Please reproduce the full listing exactly, with nothing added.

> **Material for the task**:
Content starts
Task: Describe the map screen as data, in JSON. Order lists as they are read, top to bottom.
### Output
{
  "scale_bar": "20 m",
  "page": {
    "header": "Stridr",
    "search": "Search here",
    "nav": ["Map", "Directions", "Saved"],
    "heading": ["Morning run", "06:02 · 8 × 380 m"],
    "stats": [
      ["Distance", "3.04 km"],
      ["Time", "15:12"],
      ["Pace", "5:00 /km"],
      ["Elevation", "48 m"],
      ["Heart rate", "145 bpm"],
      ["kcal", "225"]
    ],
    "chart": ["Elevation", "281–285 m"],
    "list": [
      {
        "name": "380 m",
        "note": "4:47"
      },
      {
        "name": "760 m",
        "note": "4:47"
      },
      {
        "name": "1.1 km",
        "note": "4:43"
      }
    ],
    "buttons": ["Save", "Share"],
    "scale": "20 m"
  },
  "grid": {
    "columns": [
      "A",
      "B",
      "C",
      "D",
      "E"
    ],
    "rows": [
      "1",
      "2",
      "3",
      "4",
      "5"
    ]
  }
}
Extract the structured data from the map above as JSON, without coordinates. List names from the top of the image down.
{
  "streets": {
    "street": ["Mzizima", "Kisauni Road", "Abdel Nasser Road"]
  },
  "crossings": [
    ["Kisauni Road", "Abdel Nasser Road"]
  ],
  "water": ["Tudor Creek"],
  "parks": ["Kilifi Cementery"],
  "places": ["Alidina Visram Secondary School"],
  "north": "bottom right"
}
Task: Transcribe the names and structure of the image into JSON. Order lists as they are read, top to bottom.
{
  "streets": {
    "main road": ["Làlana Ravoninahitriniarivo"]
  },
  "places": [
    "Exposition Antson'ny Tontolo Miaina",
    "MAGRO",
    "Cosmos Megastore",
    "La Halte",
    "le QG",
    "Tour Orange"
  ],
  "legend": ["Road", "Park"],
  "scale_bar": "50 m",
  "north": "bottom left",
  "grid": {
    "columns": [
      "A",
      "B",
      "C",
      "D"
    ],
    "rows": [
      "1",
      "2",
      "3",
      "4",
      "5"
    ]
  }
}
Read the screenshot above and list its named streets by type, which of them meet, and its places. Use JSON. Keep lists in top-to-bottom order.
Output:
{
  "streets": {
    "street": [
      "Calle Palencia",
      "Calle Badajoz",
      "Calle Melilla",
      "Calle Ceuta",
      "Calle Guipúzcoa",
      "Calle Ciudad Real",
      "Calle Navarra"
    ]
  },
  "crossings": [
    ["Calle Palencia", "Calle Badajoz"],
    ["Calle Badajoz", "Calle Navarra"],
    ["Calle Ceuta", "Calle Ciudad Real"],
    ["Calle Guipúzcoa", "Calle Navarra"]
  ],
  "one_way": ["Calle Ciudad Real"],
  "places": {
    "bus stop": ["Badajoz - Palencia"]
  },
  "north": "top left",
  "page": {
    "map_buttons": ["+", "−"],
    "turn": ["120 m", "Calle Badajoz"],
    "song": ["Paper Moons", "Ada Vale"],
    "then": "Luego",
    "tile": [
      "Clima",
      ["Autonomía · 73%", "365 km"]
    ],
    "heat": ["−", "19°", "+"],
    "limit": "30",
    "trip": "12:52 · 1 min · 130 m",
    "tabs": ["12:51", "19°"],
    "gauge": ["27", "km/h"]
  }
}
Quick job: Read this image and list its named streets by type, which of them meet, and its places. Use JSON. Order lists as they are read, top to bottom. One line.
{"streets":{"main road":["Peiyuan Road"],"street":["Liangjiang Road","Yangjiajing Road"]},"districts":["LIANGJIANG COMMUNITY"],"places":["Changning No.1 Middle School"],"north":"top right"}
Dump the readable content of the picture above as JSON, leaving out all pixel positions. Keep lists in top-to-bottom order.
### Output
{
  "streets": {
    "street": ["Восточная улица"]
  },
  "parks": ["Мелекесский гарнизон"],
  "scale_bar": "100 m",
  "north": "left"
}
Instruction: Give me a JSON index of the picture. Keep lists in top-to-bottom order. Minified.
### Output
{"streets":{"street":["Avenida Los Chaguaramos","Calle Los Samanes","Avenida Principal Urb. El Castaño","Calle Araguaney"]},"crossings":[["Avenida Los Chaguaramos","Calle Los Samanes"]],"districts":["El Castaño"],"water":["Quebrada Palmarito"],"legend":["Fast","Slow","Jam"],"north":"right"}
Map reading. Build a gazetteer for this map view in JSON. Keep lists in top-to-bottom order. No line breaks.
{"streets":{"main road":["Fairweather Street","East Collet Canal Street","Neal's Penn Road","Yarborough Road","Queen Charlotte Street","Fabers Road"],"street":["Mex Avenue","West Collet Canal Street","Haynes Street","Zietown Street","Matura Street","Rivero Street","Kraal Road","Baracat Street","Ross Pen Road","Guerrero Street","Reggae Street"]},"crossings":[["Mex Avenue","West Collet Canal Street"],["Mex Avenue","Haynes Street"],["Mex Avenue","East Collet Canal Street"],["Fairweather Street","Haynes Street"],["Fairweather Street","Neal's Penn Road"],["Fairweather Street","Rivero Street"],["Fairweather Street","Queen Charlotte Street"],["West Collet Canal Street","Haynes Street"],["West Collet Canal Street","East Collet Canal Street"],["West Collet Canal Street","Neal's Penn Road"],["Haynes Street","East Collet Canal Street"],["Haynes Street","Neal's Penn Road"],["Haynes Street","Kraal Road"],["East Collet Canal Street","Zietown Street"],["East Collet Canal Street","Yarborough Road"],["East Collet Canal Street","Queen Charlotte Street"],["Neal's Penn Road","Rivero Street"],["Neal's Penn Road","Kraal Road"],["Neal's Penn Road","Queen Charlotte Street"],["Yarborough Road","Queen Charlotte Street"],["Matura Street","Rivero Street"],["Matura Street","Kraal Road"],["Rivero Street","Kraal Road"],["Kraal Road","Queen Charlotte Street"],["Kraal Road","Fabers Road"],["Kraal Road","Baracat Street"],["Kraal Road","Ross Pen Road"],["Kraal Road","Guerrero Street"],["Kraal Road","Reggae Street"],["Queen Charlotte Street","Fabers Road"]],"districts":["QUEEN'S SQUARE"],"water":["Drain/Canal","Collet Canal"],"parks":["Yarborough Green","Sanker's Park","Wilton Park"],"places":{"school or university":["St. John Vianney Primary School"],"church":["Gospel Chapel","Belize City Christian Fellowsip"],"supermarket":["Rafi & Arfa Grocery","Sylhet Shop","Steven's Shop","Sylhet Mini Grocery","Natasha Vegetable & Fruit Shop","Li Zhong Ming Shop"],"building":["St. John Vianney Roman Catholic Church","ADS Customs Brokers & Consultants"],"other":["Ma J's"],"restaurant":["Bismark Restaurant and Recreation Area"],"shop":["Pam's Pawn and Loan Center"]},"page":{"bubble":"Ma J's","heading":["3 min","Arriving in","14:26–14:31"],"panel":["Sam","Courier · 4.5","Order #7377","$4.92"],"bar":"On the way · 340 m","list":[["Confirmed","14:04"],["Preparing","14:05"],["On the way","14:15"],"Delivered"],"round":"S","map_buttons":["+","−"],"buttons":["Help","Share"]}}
Content ends
> **Answer to the problem**:
Task: Describe the map screen as data, in JSON. Order lists as they are read, top to bottom.
### Output
{
  "scale_bar": "20 m",
  "page": {
    "header": "Stridr",
    "search": "Search here",
    "nav": ["Map", "Directions", "Saved"],
    "heading": ["Morning run", "06:02 · 8 × 380 m"],
    "stats": [
      ["Distance", "3.04 km"],
      ["Time", "15:12"],
      ["Pace", "5:00 /km"],
      ["Elevation", "48 m"],
      ["Heart rate", "145 bpm"],
      ["kcal", "225"]
    ],
    "chart": ["Elevation", "281–285 m"],
    "list": [
      {
        "name": "380 m",
        "note": "4:47"
      },
      {
        "name": "760 m",
        "note": "4:47"
      },
      {
        "name": "1.1 km",
        "note": "4:43"
      }
    ],
    "buttons": ["Save", "Share"],
    "scale": "20 m"
  },
  "grid": {
    "columns": [
      "A",
      "B",
      "C",
      "D",
      "E"
    ],
    "rows": [
      "1",
      "2",
      "3",
      "4",
      "5"
    ]
  }
}
Extract the structured data from the map above as JSON, without coordinates. List names from the top of the image down.
{
  "streets": {
    "street": ["Mzizima", "Kisauni Road", "Abdel Nasser Road"]
  },
  "crossings": [
    ["Kisauni Road", "Abdel Nasser Road"]
  ],
  "water": ["Tudor Creek"],
  "parks": ["Kilifi Cementery"],
  "places": ["Alidina Visram Secondary School"],
  "north": "bottom right"
}
Task: Transcribe the names and structure of the image into JSON. Order lists as they are read, top to bottom.
{
  "streets": {
    "main road": ["Làlana Ravoninahitriniarivo"]
  },
  "places": [
    "Exposition Antson'ny Tontolo Miaina",
    "MAGRO",
    "Cosmos Megastore",
    "La Halte",
    "le QG",
    "Tour Orange"
  ],
  "legend": ["Road", "Park"],
  "scale_bar": "50 m",
  "north": "bottom left",
  "grid": {
    "columns": [
      "A",
      "B",
      "C",
      "D"
    ],
    "rows": [
      "1",
      "2",
      "3",
      "4",
      "5"
    ]
  }
}
Read the screenshot above and list its named streets by type, which of them meet, and its places. Use JSON. Keep lists in top-to-bottom order.
Output:
{
  "streets": {
    "street": [
      "Calle Palencia",
      "Calle Badajoz",
      "Calle Melilla",
      "Calle Ceuta",
      "Calle Guipúzcoa",
      "Calle Ciudad Real",
      "Calle Navarra"
    ]
  },
  "crossings": [
    ["Calle Palencia", "Calle Badajoz"],
    ["Calle Badajoz", "Calle Navarra"],
    ["Calle Ceuta", "Calle Ciudad Real"],
    ["Calle Guipúzcoa", "Calle Navarra"]
  ],
  "one_way": ["Calle Ciudad Real"],
  "places": {
    "bus stop": ["Badajoz - Palencia"]
  },
  "north": "top left",
  "page": {
    "map_buttons": ["+", "−"],
    "turn": ["120 m", "Calle Badajoz"],
    "song": ["Paper Moons", "Ada Vale"],
    "then": "Luego",
    "tile": [
      "Clima",
      ["Autonomía · 73%", "365 km"]
    ],
    "heat": ["−", "19°", "+"],
    "limit": "30",
    "trip": "12:52 · 1 min · 130 m",
    "tabs": ["12:51", "19°"],
    "gauge": ["27", "km/h"]
  }
}
Quick job: Read this image and list its named streets by type, which of them meet, and its places. Use JSON. Order lists as they are read, top to bottom. One line.
{"streets":{"main road":["Peiyuan Road"],"street":["Liangjiang Road","Yangjiajing Road"]},"districts":["LIANGJIANG COMMUNITY"],"places":["Changning No.1 Middle School"],"north":"top right"}
Dump the readable content of the picture above as JSON, leaving out all pixel positions. Keep lists in top-to-bottom order.
### Output
{
  "streets": {
    "street": ["Восточная улица"]
  },
  "parks": ["Мелекесский гарнизон"],
  "scale_bar": "100 m",
  "north": "left"
}
Instruction: Give me a JSON index of the picture. Keep lists in top-to-bottom order. Minified.
### Output
{"streets":{"street":["Avenida Los Chaguaramos","Calle Los Samanes","Avenida Principal Urb. El Castaño","Calle Araguaney"]},"crossings":[["Avenida Los Chaguaramos","Calle Los Samanes"]],"districts":["El Castaño"],"water":["Quebrada Palmarito"],"legend":["Fast","Slow","Jam"],"north":"right"}
Map reading. Build a gazetteer for this map view in JSON. Keep lists in top-to-bottom order. No line breaks.
{"streets":{"main road":["Fairweather Street","East Collet Canal Street","Neal's Penn Road","Yarborough Road","Queen Charlotte Street","Fabers Road"],"street":["Mex Avenue","West Collet Canal Street","Haynes Street","Zietown Street","Matura Street","Rivero Street","Kraal Road","Baracat Street","Ross Pen Road","Guerrero Street","Reggae Street"]},"crossings":[["Mex Avenue","West Collet Canal Street"],["Mex Avenue","Haynes Street"],["Mex Avenue","East Collet Canal Street"],["Fairweather Street","Haynes Street"],["Fairweather Street","Neal's Penn Road"],["Fairweather Street","Rivero Street"],["Fairweather Street","Queen Charlotte Street"],["West Collet Canal Street","Haynes Street"],["West Collet Canal Street","East Collet Canal Street"],["West Collet Canal Street","Neal's Penn Road"],["Haynes Street","East Collet Canal Street"],["Haynes Street","Neal's Penn Road"],["Haynes Street","Kraal Road"],["East Collet Canal Street","Zietown Street"],["East Collet Canal Street","Yarborough Road"],["East Collet Canal Street","Queen Charlotte Street"],["Neal's Penn Road","Rivero Street"],["Neal's Penn Road","Kraal Road"],["Neal's Penn Road","Queen Charlotte Street"],["Yarborough Road","Queen Charlotte Street"],["Matura Street","Rivero Street"],["Matura Street","Kraal Road"],["Rivero Street","Kraal Road"],["Kraal Road","Queen Charlotte Street"],["Kraal Road","Fabers Road"],["Kraal Road","Baracat Street"],["Kraal Road","Ross Pen Road"],["Kraal Road","Guerrero Street"],["Kraal Road","Reggae Street"],["Queen Charlotte Street","Fabers Road"]],"districts":["QUEEN'S SQUARE"],"water":["Drain/Canal","Collet Canal"],"parks":["Yarborough Green","Sanker's Park","Wilton Park"],"places":{"school or university":["St. John Vianney Primary School"],"church":["Gospel Chapel","Belize City Christian Fellowsip"],"supermarket":["Rafi & Arfa Grocery","Sylhet Shop","Steven's Shop","Sylhet Mini Grocery","Natasha Vegetable & Fruit Shop","Li Zhong Ming Shop"],"building":["St. John Vianney Roman Catholic Church","ADS Customs Brokers & Consultants"],"other":["Ma J's"],"restaurant":["Bismark Restaurant and Recreation Area"],"shop":["Pam's Pawn and Loan Center"]},"page":{"bubble":"Ma J's","heading":["3 min","Arriving in","14:26–14:31"],"panel":["Sam","Courier · 4.5","Order #7377","$4.92"],"bar":"On the way · 340 m","list":[["Confirmed","14:04"],["Preparing","14:05"],["On the way","14:15"],"Delivered"],"round":"S","map_buttons":["+","−"],"buttons":["Help","Share"]}}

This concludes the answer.